Baca: Catatan Dokter: Bisakah Klorokuin dan Obat Lain Dipakai untuk Mengobati Virus Corona?

"Lebih dari 45 negara berkontribusi pada uji coba dan lebih banyak menyatakan minat," kata Tedros.

"Semakin banyak negara yang bergabung dalam uji coba, semakin cepat kita akan mendapatkan hasil," imbuh dia.

Pekan lalu WHO mengumumkan mereka akan menyelenggarakan uji coba ini.

Tujuannya adalah membuat pendekatan hasil pengobatan Covid-19 di sejumlah negara.

Setelah itu membandingkan data untuk menentukan perawatan yang paling efektif.

Saat pengumuman itu dirilis, banyak negara yang menyatakan sikap dan tertarik.

Beberapa diantaranya adalah Argentina, Bahrain, Kanada, Prancis, Iran, Norwegia, Afrika Selatan, Spanyol, Swiss, dan Thailand.

Sementara itu, ada empat obat yang diujikan tersebut.

"Senyawa antivirus eksperimental yang disebut remdesivi, obat malaria chloroquine dan hydroxychloroquine, kombinasi dua obat HIV lopinavir dan ritonavir."

"Dan kombinasi yang sama ditambah interferon-beta, suatu penyampai sistem kekebalan yang bisa membantu melumpuhkan virus," jelas Dijen Kesehatan Malaysia, Noor Hisham Abdullah.

Satu diantara obat yang muncul adalah Remsedivir, obat anti virus yang dikembangkan untuk Ebola, menurut Cen Asc.

Baca: Tocilizumab, Obat Produksi Swiss Diklaim Sembuhkan Pasien Kritis Virus Corona dengan Rasio 90%

Baca: Mengenal Klorokuin, Avigan, hingga Kaletra, Daftar Obat yang Diuji untuk Sembuhkan Pasien Corona

Namun ketika periode Ebola itu terjadi, obat ini juga tidak banyak menunjukkan keberhasilan.

Sementara itu, sejumlah penelitian pada virus corona sudah menunjukkan hasil awal.

Namun para ahli penyakit menular memperingatkan data yang telah ada tidak bisa menjawab pertanyaan, apakah remdesivir bisa bekerja pada Covid-19.

Selain itu, anti virus ini atau remsedivir tidak memiliki rekam jejak untuk menyembuhkan virus corona.

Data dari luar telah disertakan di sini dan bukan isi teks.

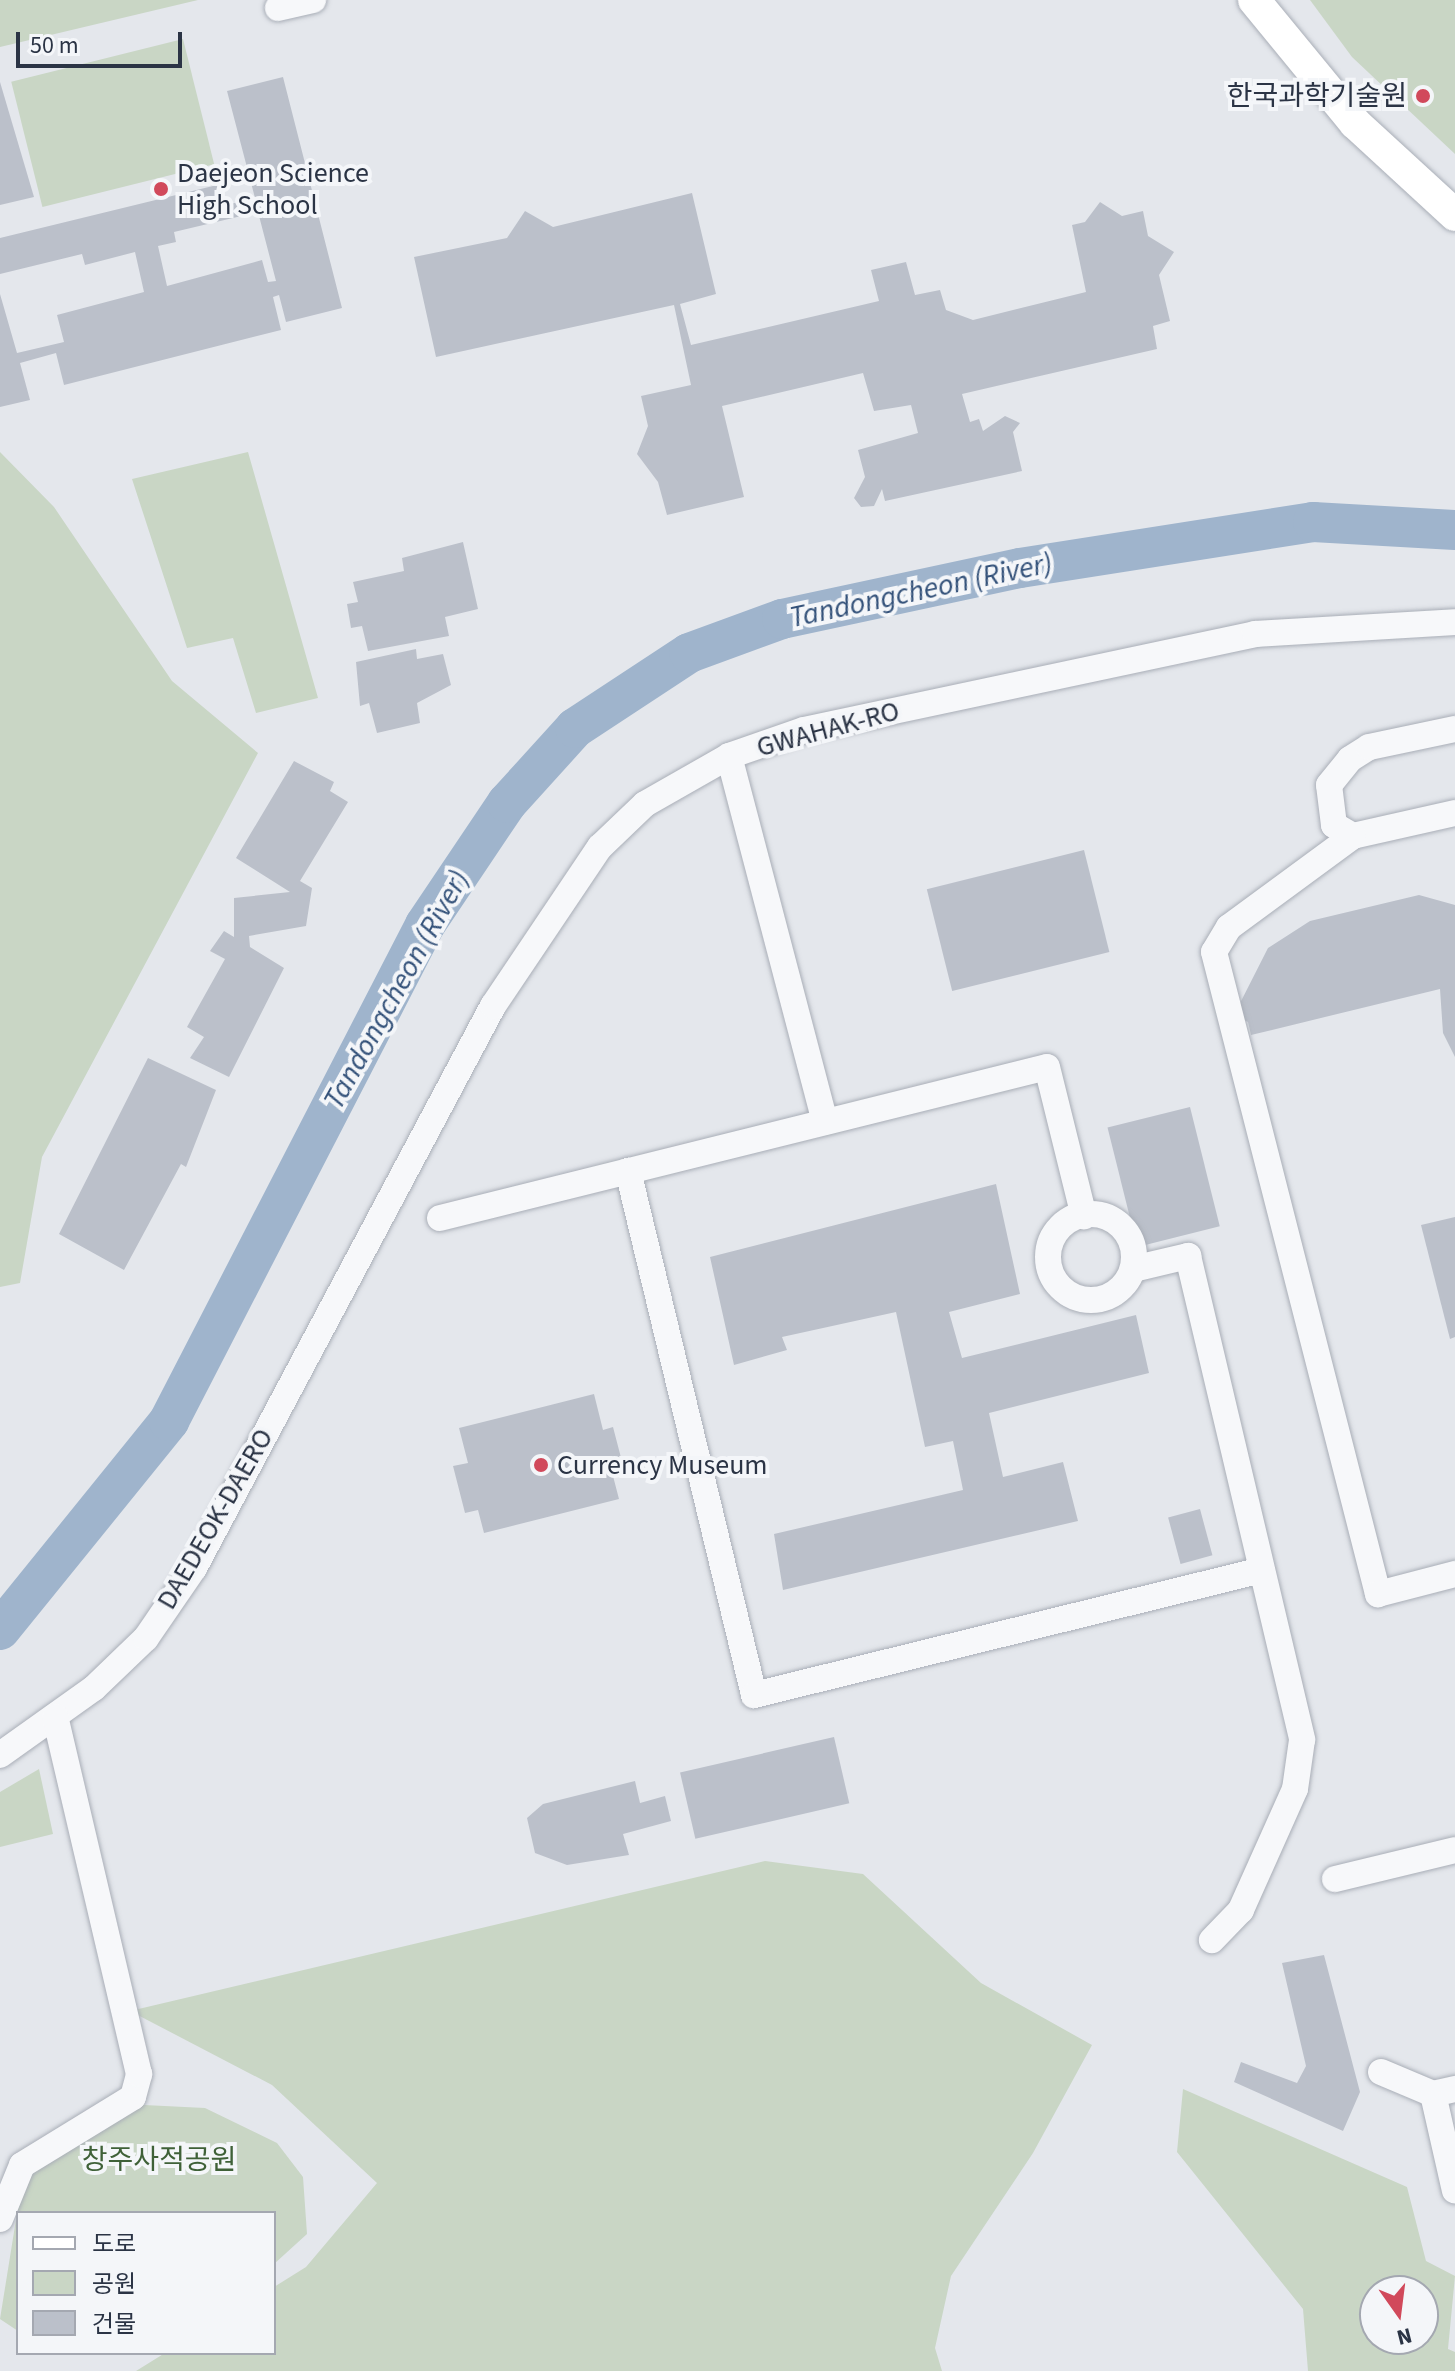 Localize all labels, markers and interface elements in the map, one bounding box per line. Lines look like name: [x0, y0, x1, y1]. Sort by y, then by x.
scale bar: [20, 16, 186, 66]
text: 50 m: [30, 28, 79, 63]
place label: 한국과학기술원: [1227, 79, 1407, 113]
marker: 한국과학기술원: [1414, 87, 1432, 105]
place label: Daejeon Science High School: [177, 156, 369, 222]
marker: Daejeon Science High School: [152, 180, 170, 198]
water label: Tandongcheon (River): [786, 546, 1056, 636]
street label: GWAHAK-RO: [753, 694, 903, 764]
water label: Tandongcheon (River): [316, 864, 478, 1116]
street label: DAEDEOK-DAERO: [150, 1423, 280, 1615]
place label: Currency Museum: [557, 1448, 768, 1482]
marker: Currency Museum: [532, 1456, 550, 1474]
park label: 창주사적공원: [82, 2143, 236, 2177]
legend: [16, 2211, 276, 2355]
text: 도로: [92, 2227, 136, 2262]
text: 공원: [92, 2267, 136, 2302]
north arrow: [1359, 2275, 1439, 2355]
text: 건물: [92, 2307, 136, 2342]
text: N: [1393, 2319, 1415, 2354] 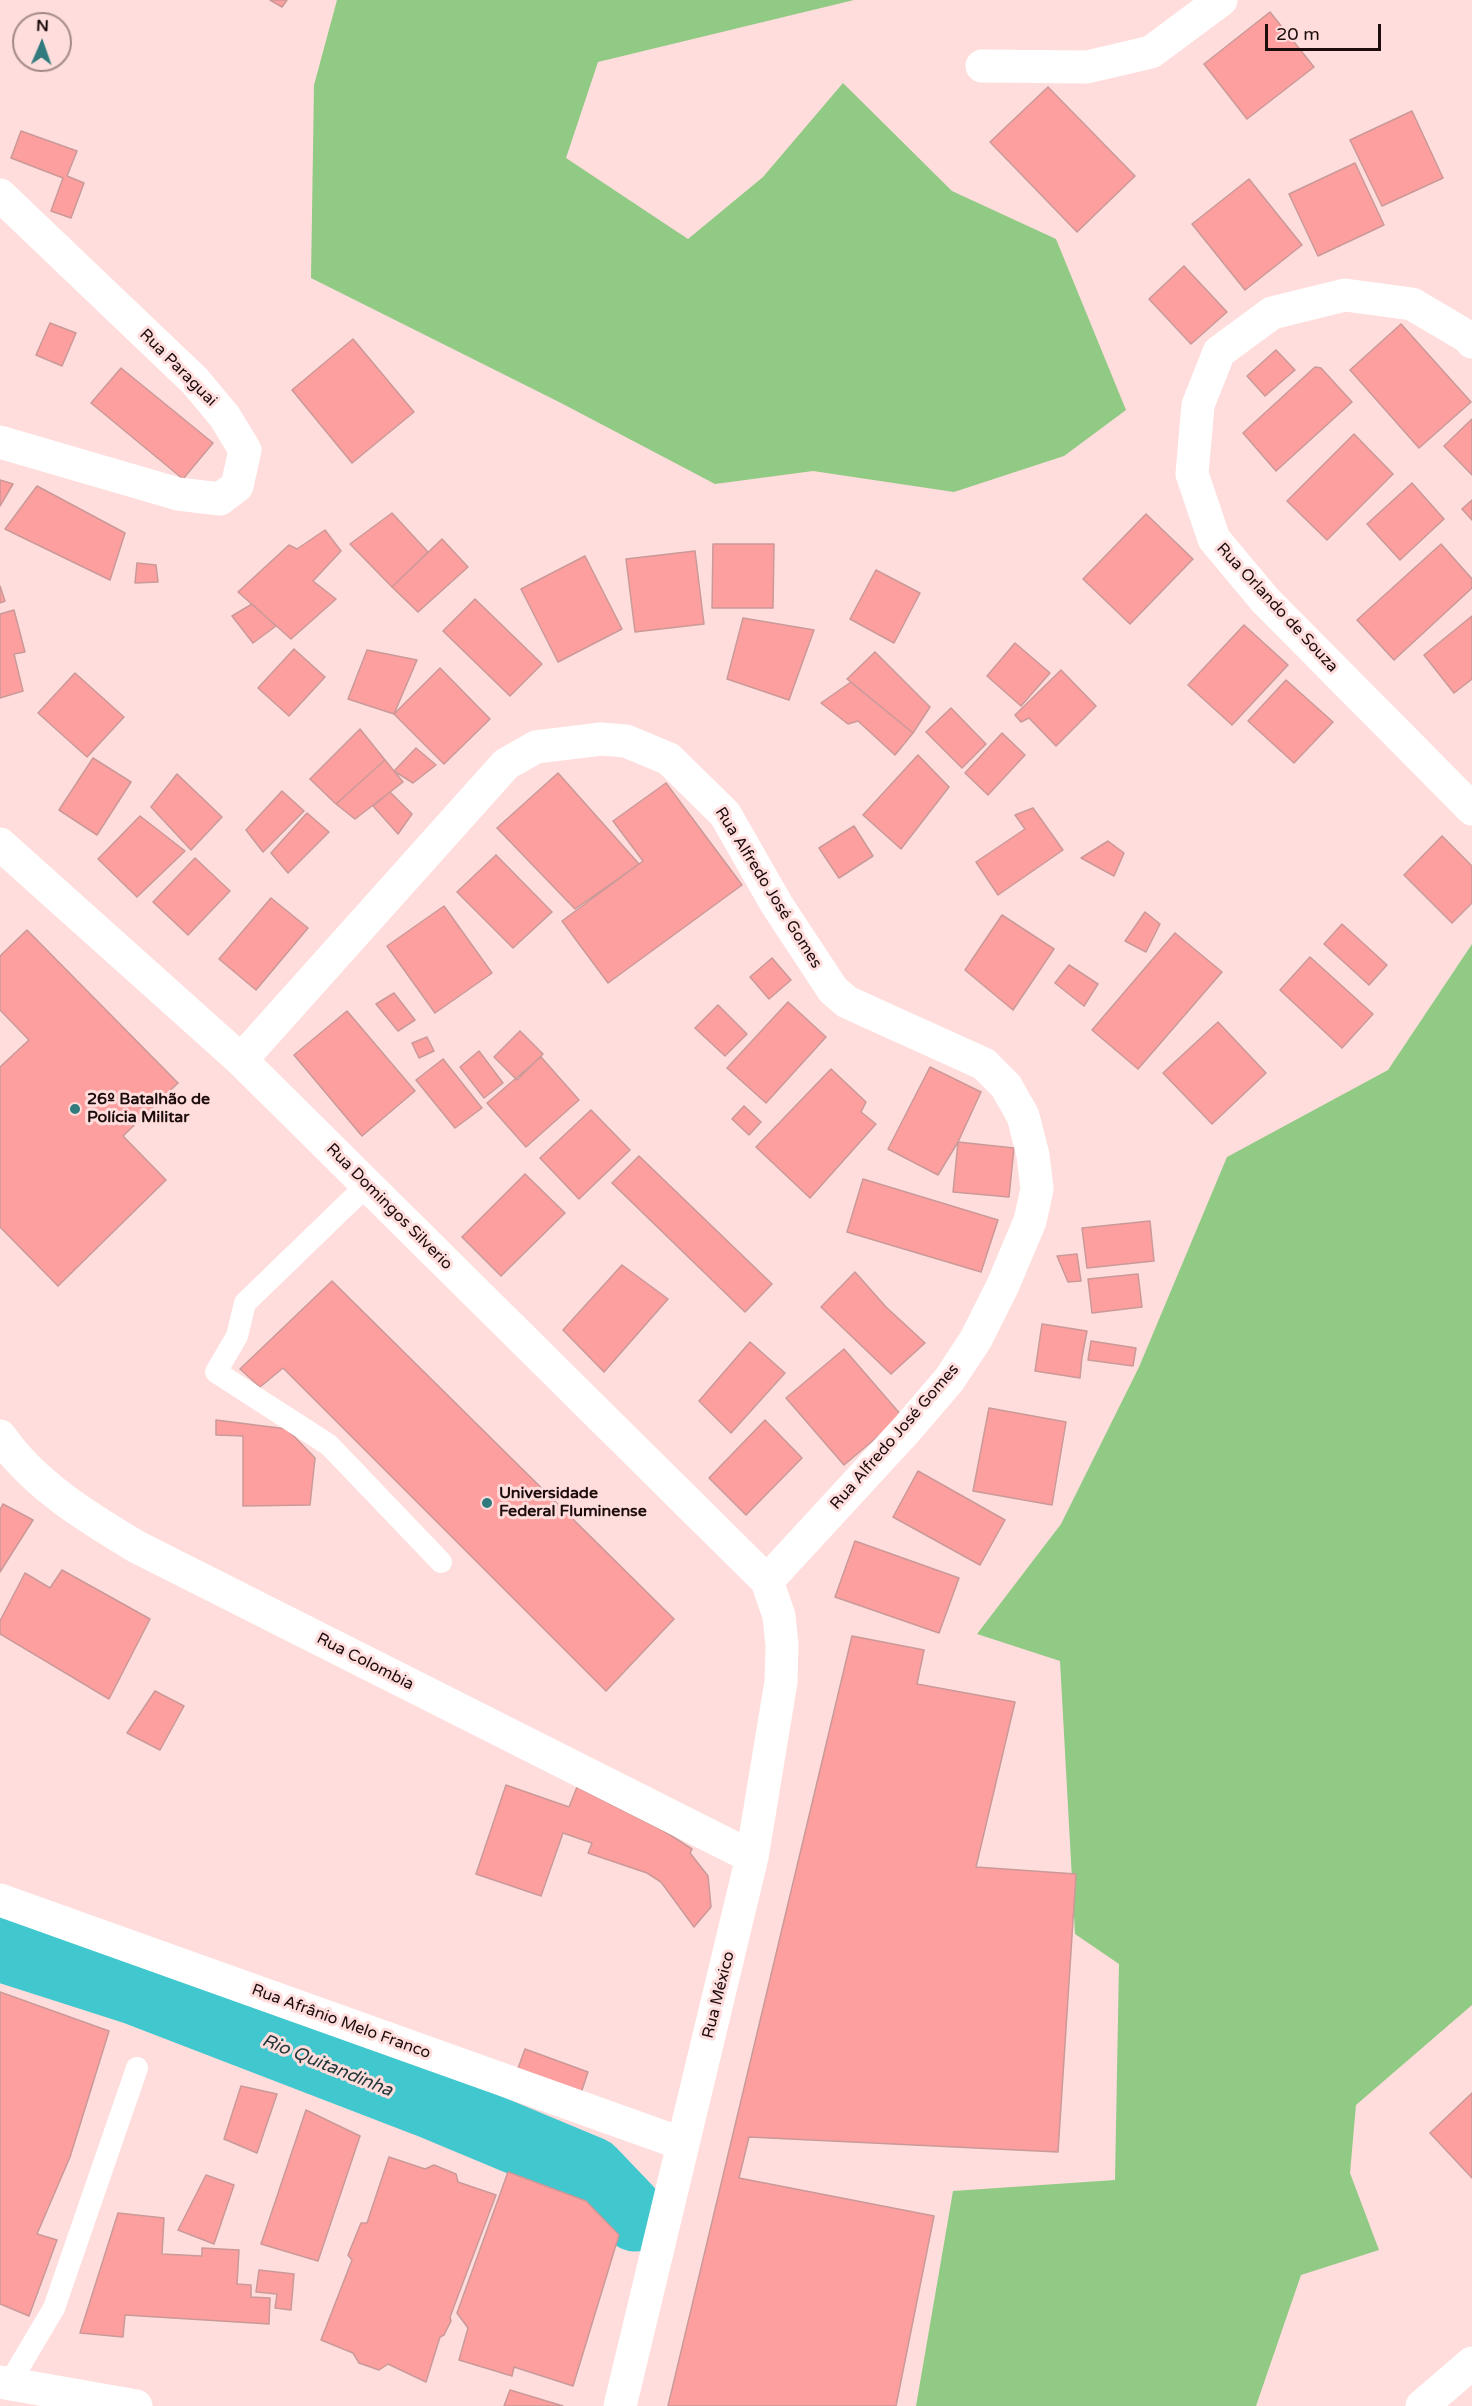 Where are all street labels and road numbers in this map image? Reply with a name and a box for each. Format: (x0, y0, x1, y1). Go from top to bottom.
street label: Rua Paraguai (135, 325, 221, 411)
street label: Rua Orlando de Souza (1212, 539, 1342, 677)
street label: Rua Alfredo José Gomes (710, 804, 826, 972)
street label: Rua Domingos Silverio (322, 1140, 456, 1274)
street label: Rua Alfredo José Gomes (827, 1360, 963, 1514)
street label: Rua Colombia (313, 1629, 417, 1695)
street label: Rua México (699, 1949, 739, 2041)
street label: Rua Afrânio Melo Franco (249, 1981, 433, 2063)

Dimana mungkin virus ini lebih berbahaya daripada virus RNA lainnya.

Namun sebuah penelitian oleh University of North Carolina, Chapel Hill, menunjukkan hasil yang berbeda.

Dalam tabung percobaan dan penelitian pada hewan, obat ini bisa menghambat virus corona yang menyebabkan SARS dan MERS.

Fakta ini didukung laporan kasus dari The New England Journal of Medicine.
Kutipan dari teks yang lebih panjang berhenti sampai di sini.